Planning ahead is such an important part of healthy eating that I don’t think it would be possible to stick to a nutritious diet without it. Not for me, anyway!
Little things like running late, forgetting your lunch or having a to-do list the length of your arm all of a sudden become huge obstacles when you’re trying to eat healthier. No time to make breakfast in the morning? The fast food drive-thru is quick and easy. Too tired to cook dinner? All it takes is a few taps on your iPad and the delivery guy is at the door.
The biggest hurdle for me is lunchtime at the office. On days when I don’t bring a lunch (usually because of my own poor planning), I’m all too quick to grab something at the nearest chain restaurant. It seems like a good idea at the time—mmm, French fries!—but I almost always end up ordering something I don’t really want and eating more than I need just because it’s there.
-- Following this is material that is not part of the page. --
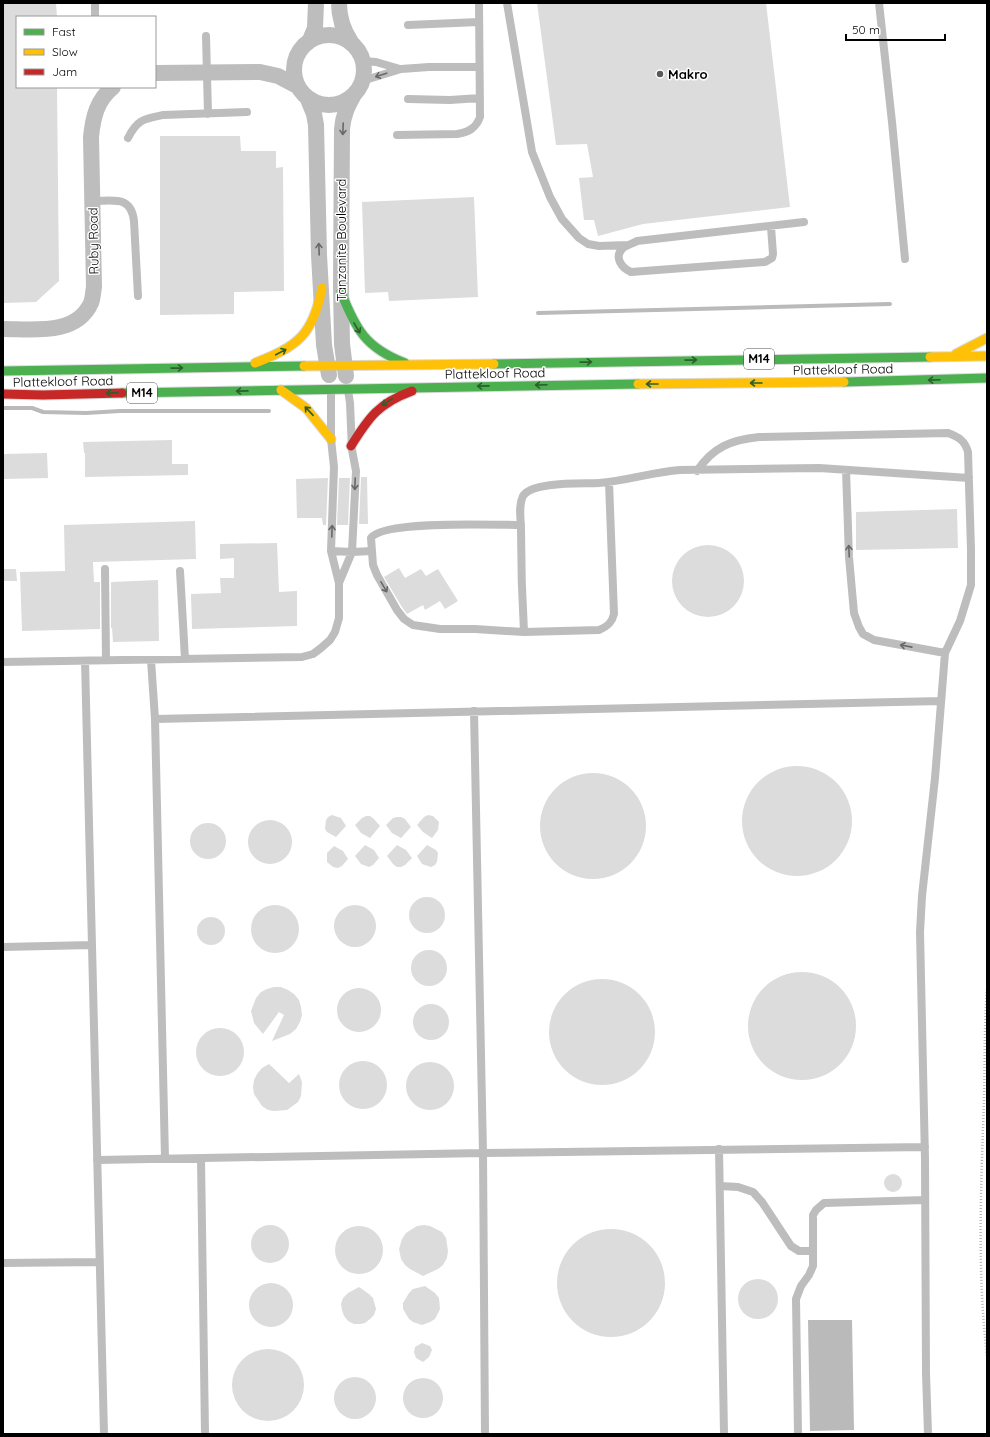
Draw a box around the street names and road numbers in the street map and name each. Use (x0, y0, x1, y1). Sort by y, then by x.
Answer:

Having an idea of what you’d like to eat throughout the week, and then shopping and prepping in advance, helps overcome some of the things that make it difficult to eat healthfully.
I like to do my bigger grocery trip on Sundays and then spend an hour or so prepping food for the week. This might sound like a pain, but it ends up saving a ton of time in the long run.
Here’s what my typical meal planning day looks like…
I pick up the usual staples (the list varies depending on what I’m planning on cooking that week):
- Fresh vegetables, salad greens, herbs, garlic, onions
- Fresh fruit including lemons and limes
- Whole grain tortillas, pitas, English muffins
- A pre-cooked rotisserie chicken
- Two or three kinds of meat or seafood to freeze: steak, pork tenderloin, chicken breasts, extra lean ground beef, ground turkey, shrimp, tilapia
- Eggs, cheese, 1% milk, plain yogurt (Greek or regular)
- Canned beans, lentils, chickpeas
- Nuts like walnuts, sunflower seeds and cashews
- Canned tuna
- Grains such as quinoa, whole grain pasta, Asian noodles, couscous, brown rice
- Frozen vegetables like broccoli, peas, corn
- Pantry staples if needed that week: chicken stock, soy sauce, mustard, hot sauce, canned diced tomatoes, tomato paste, olive oil, vinegars, pickles
- A treat or two: wasabi peas, flavoured goldfish crackers…I love anything crunchy! My husband’s an ice cream and chocolate kind of guy.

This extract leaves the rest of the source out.